= Beginning of Section =

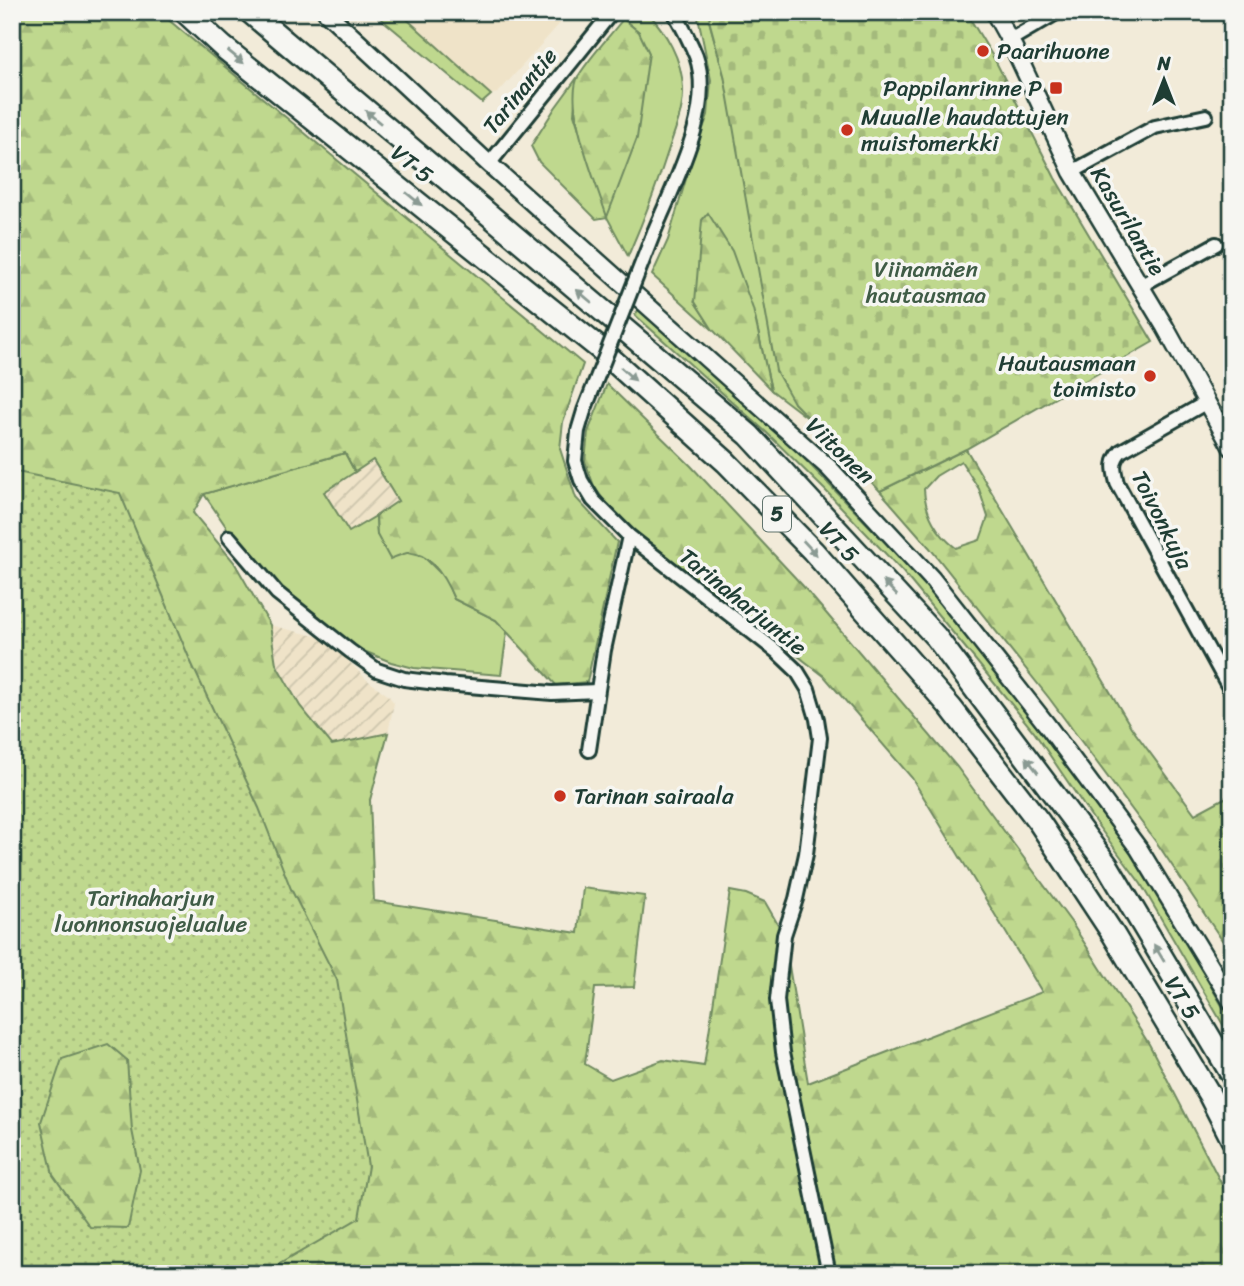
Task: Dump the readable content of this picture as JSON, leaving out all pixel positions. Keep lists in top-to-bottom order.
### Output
{
  "streets": {
    "highway": ["VT 5", "5"],
    "main road": ["Kasurilantie", "Viitonen"],
    "street": ["Tarinantie", "Toivonkuja", "Tarinaharjuntie"]
  },
  "crossings": [
    ["Tarinantie", "Viitonen"],
    ["Kasurilantie", "Toivonkuja"]
  ],
  "parks": ["Viinamäen hautausmaa", "Tarinaharjun luonnonsuojelualue"],
  "places": {
    "other": [
      "Paarihuone",
      "Muualle haudattujen muistomerkki",
      "Hautausmaan toimisto",
      "Tarinan sairaala"
    ],
    "transit": ["Pappilanrinne P"]
  },
  "north": "top"
}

= End of Section =

Task description:
Please reproduce all the material exactly. Pictures stay out of the copy.

Response:
Task: Dump the readable content of this picture as JSON, leaving out all pixel positions. Keep lists in top-to-bottom order.
### Output
{
  "streets": {
    "highway": ["VT 5", "5"],
    "main road": ["Kasurilantie", "Viitonen"],
    "street": ["Tarinantie", "Toivonkuja", "Tarinaharjuntie"]
  },
  "crossings": [
    ["Tarinantie", "Viitonen"],
    ["Kasurilantie", "Toivonkuja"]
  ],
  "parks": ["Viinamäen hautausmaa", "Tarinaharjun luonnonsuojelualue"],
  "places": {
    "other": [
      "Paarihuone",
      "Muualle haudattujen muistomerkki",
      "Hautausmaan toimisto",
      "Tarinan sairaala"
    ],
    "transit": ["Pappilanrinne P"]
  },
  "north": "top"
}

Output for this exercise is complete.